(Editor’s note: Please welcome our new business columnist Isabelle Reiniger, who is making Evanston’s businesses, her business. Feel free to send Isabelle a tip, a tidbit or whatever information you have about Evanston’s businesses. She will check it out. Thank you! Send it to email@example.com)
This new column will highlight business developments in Evanston. Usually we’ll focus on new businesses but we’ll also look at businesses that are closing.
Hispanic American Heritage Month and the Evanston Public Library
I want to start with highlighting an Evanston Library program that runs Sept. 21 to Oct. 15. It is designed to draw attention to and support Latinx businesses in Evanston in honor of National Hispanic American Heritage Month. As of Wednesday, Sept. 21, you will be able to pick up a punch card at one of our two library locations.
The card will list Hispanic American businesses and you are asked to visit at least three of these, purchase something and ask to have your card signed. Alternatively you can ask staff a trivia question and jot down the answer. Once you have visited three businesses, return to the library with your card and you can enter a raffle to win a $25 gift card.
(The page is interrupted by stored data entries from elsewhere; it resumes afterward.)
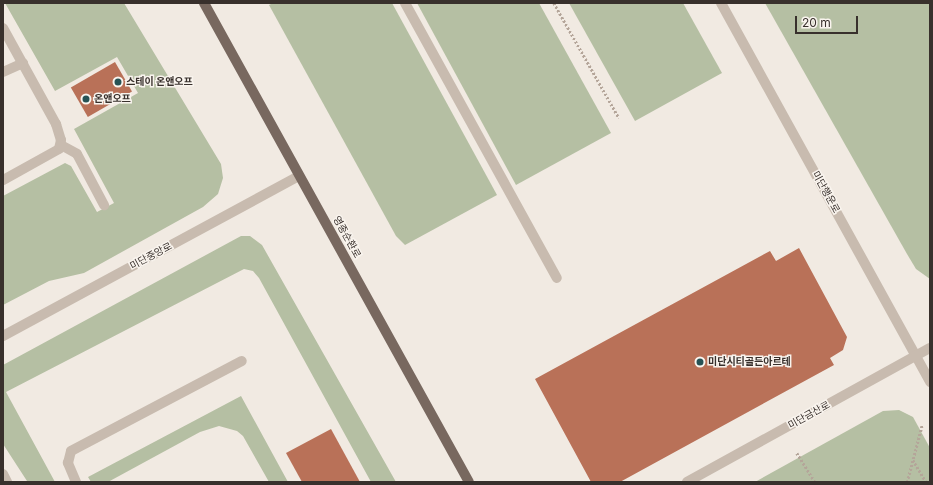 <!DOCTYPE html>
<meta charset="utf-8">
<style>
body{margin:0}
#map{position:relative;width:933px;height:485px;overflow:hidden;background:#f1eae2;font-family:Inter,"Noto Sans KR",sans-serif}
div>[style]{position:absolute}
[style*='--x']{left:calc(var(--x)*1px);top:calc(var(--y)*1px);width:calc(var(--w)*1px);rotate:calc(var(--a)*1deg)}
.green>*{inset:0;background:#b5bfa3}
.building>*{inset:0;background:#b97158;transform-origin:0 0}
.path>*{height:2.5px;margin-top:-1.25px;transform-origin:0;background:repeating-linear-gradient(90deg,#b4a599 0 2px,transparent 0 4px)}
.minor>*{height:10px;margin:-5px;padding:0 5px;transform-origin:5px;border-radius:5px;background:#c8bbaf}
.major>*{height:10px;margin:-5px;padding:0 5px;transform-origin:5px;border-radius:5px;background:#78685f}
.dots>*{width:11px;height:11px;translate:-50% -50%;box-sizing:border-box;border:2px solid #f9f4ee;border-radius:50%}
span{translate:-50% -50%;white-space:nowrap;text-align:center;line-height:1.15;-webkit-text-stroke:3px #f9f4ee;paint-order:stroke}
.poi-label{font-size:10px;color:#38302c;font-weight:700}
.left{translate:0 -50%;text-align:left}
.street-label{font-size:10px;color:#38302c}
.frame{position:absolute;inset:0;border:4px solid #38302c;pointer-events:none}
.scale{position:absolute;left:795px;top:16px;width:63px;height:18px;box-sizing:border-box;border:2px solid #38302c;border-top:0;padding-left:5px;font-size:12px;line-height:14px;white-space:nowrap;color:#38302c;-webkit-text-stroke:3px #f9f4ee;paint-order:stroke}
</style>
<div id="map">
<div class="green">
<div style="clip-path:polygon(5px 3px,124px 3px,221px 164px,223px 178px,218px 194px,203px 207px,84px 273px,49px 281px,3px 305px,3px 196px,65px 163px,71px 166px,97px 212px,114px 203px,74px 129px,138px 93px,117px 57px,55px 91px)"></div>
<div style="clip-path:polygon(273px 3px,392px 3px,497px 195px,405px 245px,396px 236px,269px 5px)"></div>
<div style="clip-path:polygon(417px 3px,539px 3px,611px 133px,516px 185px)"></div>
<div style="clip-path:polygon(569px 3px,683px 3px,722px 73px,635px 121px)"></div>
<div style="clip-path:polygon(765px 3px,930px 3px,930px 279px,916px 269px,907px 254px)"></div>
<div style="clip-path:polygon(241px 236px,250px 236px,262px 245px,396px 482px,371px 482px,259px 278px,253px 271px,244px 269px,6px 392px,55px 482px,27px 481px,3px 444px,3px 365px)"></div>
<div style="clip-path:polygon(241px 396px,288px 482px,269px 482px,243px 436px,237px 431px,219px 426px,200px 432px,108px 482px,91px 482px,88px 477px)"></div>
<div style="clip-path:polygon(899px 410px,913px 417px,930px 448px,930px 482px,755px 482px,883px 411px)"></div>
</div>
<div class="building">
<div style="left:115px;top:62px;width:34px;height:51px;rotate:60deg"></div>
<div style="clip-path:polygon(799px 248px,847px 337px,843px 350px,830px 358px,834px 365px,620px 482px,591px 482px,535px 379px,770px 251px,776px 261px)"></div>
<div style="clip-path:polygon(331px 429px,360px 482px,302px 482px,286px 453px)"></div>
</div>
<div class="path">
<div style="--x:554;--y:3;--w:132;--a:60.5"></div>
<div style="--x:797;--y:453;--w:34;--a:58"></div>
<div style="--x:913;--y:460;--w:26;--a:59"></div>
<div style="--x:907;--y:482;--w:59;--a:-75.3"></div>
</div>
<div class="minor">
<div style="--x:405;--y:3;--w:314;--a:61.1"></div>
<div style="--x:721;--y:3;--w:433;--a:61.1"></div>
<div style="--x:3;--y:28;--w:110;--a:61.1"></div>
<div style="--x:56;--y:124;--w:17;--a:73"></div>
<div style="--x:61;--y:140;--w:9;--a:103"></div>
<div style="--x:59;--y:149;--w:64;--a:151"></div>
<div style="--x:3;--y:72;--w:22;--a:-24"></div>
<div style="--x:61;--y:145;--w:18;--a:29"></div>
<div style="--x:77;--y:154;--w:58;--a:62.1"></div>
<div style="--x:3;--y:336;--w:336;--a:-28.4"></div>
<div style="--x:3;--y:474;--w:9;--a:63"></div>
<div style="--x:76;--y:482;--w:21;--a:-113"></div>
<div style="--x:68;--y:463;--w:12;--a:-76"></div>
<div style="--x:71;--y:451;--w:193;--a:-27.8"></div>
<div style="--x:687;--y:482;--w:277;--a:-28.9"></div>
</div>
<div class="major">
<div style="--x:204;--y:3;--w:547;--a:61.05"></div>
</div>
<div class="dots">
<div style="left:118px;top:82px;background:#265255"></div>
<div style="left:86px;top:99px;background:#265255"></div>
<div style="left:700px;top:362px;background:#265255"></div>
</div>
<div class="poi-label">
<span class="left" style="left:126px;top:82px">스테이 온앤오프</span>
<span class="left" style="left:94px;top:99px">온앤오프</span>
<span class="left" style="left:708px;top:362px">미단시티골든아르테</span>
</div>
<div class="street-label">
<span style="left:826px;top:192px;rotate:61deg">미단행운로</span>
<span style="left:347px;top:237px;rotate:61deg">영종순환로</span>
<span style="left:151px;top:256px;rotate:-28deg">미단중앙로</span>
<span style="left:809px;top:415px;rotate:-29deg">미단금산로</span>
</div>
<div class="frame"></div>
<div class="scale">20 m</div>
</div>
5411 Gourmet Empanadas at 809 Davis St. is a new business that is participating in the library program. It opened in May in the Sherman Plaza between ATI Physical Therapy and the parking garage. “Business was good in the beginning,” according to Nicolas Ibarzabal, one of the owners, “it slowed down over the summer, but has started to pick-up over the past two weeks.”
The Evanston location is focused on take out but provides a few tables if people want to sit and eat. 5411 was named after the code used to call Buenos Aires, Argentina. Both Ibarzabal and co-owner Mariano Lanfranconi are from Argentina and came to the Chicago area for graduate school. But they knew each other before coming to the U.S. The initial location was on Clark Street in Chicago. Prior to the pandemic they had five Chicago locations, but closed two during the pandemic.
The move to Evanston was in part related to Ibarzabal attending graduate school at Northwestern University. “I find the community really welcoming,” he said about Evanston and added that he was excited about being part of the library program.
Unrelated to the library program, we wanted to mention that EGEA spa has closed. Apparently, the closure happened on such short notice that some patrons went there for an appointment to find the doors closed. I was not able to get in touch with the owner. However, there is a message on the website from the owner who took over the business late last year. The owner notes both health problems and financial liabilities that have led to the closing. It appears that there are negotiations with three potential new owners.